Their destination lay east, over the rolling prairie to the future town of Beiseker where they had bought land at $13 an acre the previous year. With them they brought horses, cows, pigs, chickens, ploughs, household goods, one dog, Queenie, and 48 children.
In December 1907, Father Forget, a priest from Carstairs, had travelled 50 km on a small sleigh to visit the family of Ludwig and Julianna Schmaltz. He celebrated the first Mass before a makeshift altar in their front room.
The Schmaltzs came out to welcome the new settlers.
The newcomers had much to do. Barns that accommodated animals as well as people had to be constructed quickly and the land prepared for cultivation.
During this desperate drive to establish themselves, the founding families still managed to build a church. It was completed in 1910. In 1914, a rectory was built.
As no priest was assigned, the parishioners met to pray the rosary, sing German hymns and chant vespers in Latin.
In 1924, Father McQuaid was appointed to St. Mary’s. In 1944, the rectory was destroyed by fire and with it all the records of the past. A new rectory was rebuilt and ready for use in the fall.
The first church was located at the site of the present cemetery, northwest of town. As the old church had been enlarged twice to accommodate the growing parish and it was impossible to do more, construction started on a larger church on a new site within the village.

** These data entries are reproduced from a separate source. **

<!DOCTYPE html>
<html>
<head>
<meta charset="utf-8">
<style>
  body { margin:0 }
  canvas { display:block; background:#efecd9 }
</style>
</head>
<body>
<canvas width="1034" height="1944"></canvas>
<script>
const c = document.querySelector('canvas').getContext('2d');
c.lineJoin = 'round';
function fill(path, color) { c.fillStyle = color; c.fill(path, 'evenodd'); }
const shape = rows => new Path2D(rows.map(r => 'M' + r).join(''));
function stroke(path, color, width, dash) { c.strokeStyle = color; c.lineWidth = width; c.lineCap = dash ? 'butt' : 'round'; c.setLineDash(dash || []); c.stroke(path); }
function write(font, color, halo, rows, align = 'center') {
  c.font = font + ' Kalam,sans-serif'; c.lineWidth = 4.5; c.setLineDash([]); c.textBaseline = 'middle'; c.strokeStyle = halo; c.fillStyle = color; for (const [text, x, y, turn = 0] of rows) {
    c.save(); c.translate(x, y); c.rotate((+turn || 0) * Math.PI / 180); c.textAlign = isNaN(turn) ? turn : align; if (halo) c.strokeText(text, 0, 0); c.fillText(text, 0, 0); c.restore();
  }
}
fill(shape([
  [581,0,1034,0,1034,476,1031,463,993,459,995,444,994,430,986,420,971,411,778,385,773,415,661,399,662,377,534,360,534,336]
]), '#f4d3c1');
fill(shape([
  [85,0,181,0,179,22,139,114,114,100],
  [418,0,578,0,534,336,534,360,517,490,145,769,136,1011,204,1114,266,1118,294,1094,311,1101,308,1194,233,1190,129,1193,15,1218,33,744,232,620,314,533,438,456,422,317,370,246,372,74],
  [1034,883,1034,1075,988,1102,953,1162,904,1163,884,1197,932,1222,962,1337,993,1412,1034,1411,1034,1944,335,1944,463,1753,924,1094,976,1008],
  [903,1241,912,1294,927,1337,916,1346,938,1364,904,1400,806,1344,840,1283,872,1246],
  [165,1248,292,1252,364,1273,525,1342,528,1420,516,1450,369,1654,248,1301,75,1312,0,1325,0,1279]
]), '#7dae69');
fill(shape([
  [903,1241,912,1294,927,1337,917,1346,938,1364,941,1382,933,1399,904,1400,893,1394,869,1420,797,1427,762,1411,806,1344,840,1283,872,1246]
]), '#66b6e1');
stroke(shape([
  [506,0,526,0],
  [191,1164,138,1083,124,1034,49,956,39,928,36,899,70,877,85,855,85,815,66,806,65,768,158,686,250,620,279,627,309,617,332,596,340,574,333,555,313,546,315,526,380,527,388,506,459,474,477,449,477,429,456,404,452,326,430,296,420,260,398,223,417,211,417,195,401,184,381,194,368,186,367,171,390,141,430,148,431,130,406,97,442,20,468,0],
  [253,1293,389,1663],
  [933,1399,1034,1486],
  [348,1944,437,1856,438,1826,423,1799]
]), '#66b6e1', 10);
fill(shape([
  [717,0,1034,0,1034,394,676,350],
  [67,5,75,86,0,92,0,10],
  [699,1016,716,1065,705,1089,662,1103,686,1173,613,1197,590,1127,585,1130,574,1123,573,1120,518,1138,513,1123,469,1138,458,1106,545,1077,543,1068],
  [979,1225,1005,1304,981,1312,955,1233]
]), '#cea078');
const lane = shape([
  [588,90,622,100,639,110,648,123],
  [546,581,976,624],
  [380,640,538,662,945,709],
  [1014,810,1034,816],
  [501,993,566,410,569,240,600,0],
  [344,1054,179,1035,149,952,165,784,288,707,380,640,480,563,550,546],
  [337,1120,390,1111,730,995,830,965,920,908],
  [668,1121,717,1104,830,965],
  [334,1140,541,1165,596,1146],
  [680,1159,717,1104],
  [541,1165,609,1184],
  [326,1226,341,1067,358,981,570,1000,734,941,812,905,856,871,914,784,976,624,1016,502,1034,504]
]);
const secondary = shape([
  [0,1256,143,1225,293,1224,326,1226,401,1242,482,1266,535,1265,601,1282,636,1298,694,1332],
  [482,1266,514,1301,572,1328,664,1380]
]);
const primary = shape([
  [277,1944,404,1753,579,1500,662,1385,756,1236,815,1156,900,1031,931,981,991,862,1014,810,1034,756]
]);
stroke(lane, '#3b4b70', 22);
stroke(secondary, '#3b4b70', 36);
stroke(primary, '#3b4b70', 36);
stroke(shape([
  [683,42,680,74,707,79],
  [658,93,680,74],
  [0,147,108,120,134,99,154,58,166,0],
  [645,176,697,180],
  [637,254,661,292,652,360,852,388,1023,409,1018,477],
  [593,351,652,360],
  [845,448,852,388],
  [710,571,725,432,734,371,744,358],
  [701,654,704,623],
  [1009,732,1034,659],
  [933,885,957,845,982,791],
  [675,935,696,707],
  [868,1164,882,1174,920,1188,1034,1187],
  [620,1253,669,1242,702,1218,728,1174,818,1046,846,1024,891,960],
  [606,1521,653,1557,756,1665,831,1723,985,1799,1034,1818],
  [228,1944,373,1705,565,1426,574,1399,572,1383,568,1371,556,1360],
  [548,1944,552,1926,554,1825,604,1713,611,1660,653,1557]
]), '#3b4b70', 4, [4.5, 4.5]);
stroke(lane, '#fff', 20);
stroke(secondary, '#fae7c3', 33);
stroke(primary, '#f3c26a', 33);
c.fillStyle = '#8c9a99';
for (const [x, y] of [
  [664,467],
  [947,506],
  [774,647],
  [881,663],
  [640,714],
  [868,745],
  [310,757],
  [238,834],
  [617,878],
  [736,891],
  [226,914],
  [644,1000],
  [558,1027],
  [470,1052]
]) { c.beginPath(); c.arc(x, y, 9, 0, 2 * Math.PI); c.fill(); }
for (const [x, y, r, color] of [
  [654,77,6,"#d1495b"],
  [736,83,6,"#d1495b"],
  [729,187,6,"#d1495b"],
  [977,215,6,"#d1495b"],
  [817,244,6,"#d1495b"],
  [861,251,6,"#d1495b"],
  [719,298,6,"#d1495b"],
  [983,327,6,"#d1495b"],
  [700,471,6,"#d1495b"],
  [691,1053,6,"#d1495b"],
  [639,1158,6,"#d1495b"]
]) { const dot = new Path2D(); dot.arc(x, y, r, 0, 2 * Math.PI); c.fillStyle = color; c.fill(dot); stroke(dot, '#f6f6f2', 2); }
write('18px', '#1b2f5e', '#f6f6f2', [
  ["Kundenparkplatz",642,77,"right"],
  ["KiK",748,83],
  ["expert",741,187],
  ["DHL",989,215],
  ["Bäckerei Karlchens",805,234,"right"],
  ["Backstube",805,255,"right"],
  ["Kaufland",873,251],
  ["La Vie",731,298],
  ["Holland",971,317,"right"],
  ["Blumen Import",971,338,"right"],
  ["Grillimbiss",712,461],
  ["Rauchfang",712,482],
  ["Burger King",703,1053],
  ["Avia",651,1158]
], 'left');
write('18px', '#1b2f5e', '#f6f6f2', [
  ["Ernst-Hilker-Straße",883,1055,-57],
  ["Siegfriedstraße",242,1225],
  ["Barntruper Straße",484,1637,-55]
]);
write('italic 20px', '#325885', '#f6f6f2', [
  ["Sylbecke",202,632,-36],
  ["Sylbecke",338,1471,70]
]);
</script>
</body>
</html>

Parishioners volunteered labour, material and equipment. The beautiful church was built for $100,000 and was debt-free when Bishop Carroll blessed it in 1956.
Priests from St. Mary’s have ministered to Catholic congregations in Carbon, and Swalwell. In 1995, the parish was twinned with St. Rita’s in Rockyford. As well, St. Mary’s welcomes Beiseker residents and other denominations seeking a large venue for weddings and funerals.
Over the years, the social, spiritual and economic life of St. Mary’s has been sustained by the strong participation of its men and women.
The Catholic Women’s League, chartered in 1930, still boasts a small, faithful membership of devoted women. The Knights of Columbus, founded in 1951 and named after Father McQuaid, continue to support the church.
Expanding from 140 registered parishioners in 1956, to a high of 450 in 1972, St. Mary’s present membership is 150.
Since 1999, the parish has seen a small increase in the number of parishioners. This has brought hope that St. Mary’s will continue as a testament of the courage and faith of the immigrants who built the first church a century ago.
The parish of St. Mary’s, Beiseker, celebrated its 100th anniversary Sept. 7. An assembly of 500 packed the church as eight clergy participated in a concelebrated Mass led by Bishop Frederick Henry.
Former parishioners, old friends and supporters had returned to celebrate with the descendants of the founding families, the glorious achievement of 100 years of faith.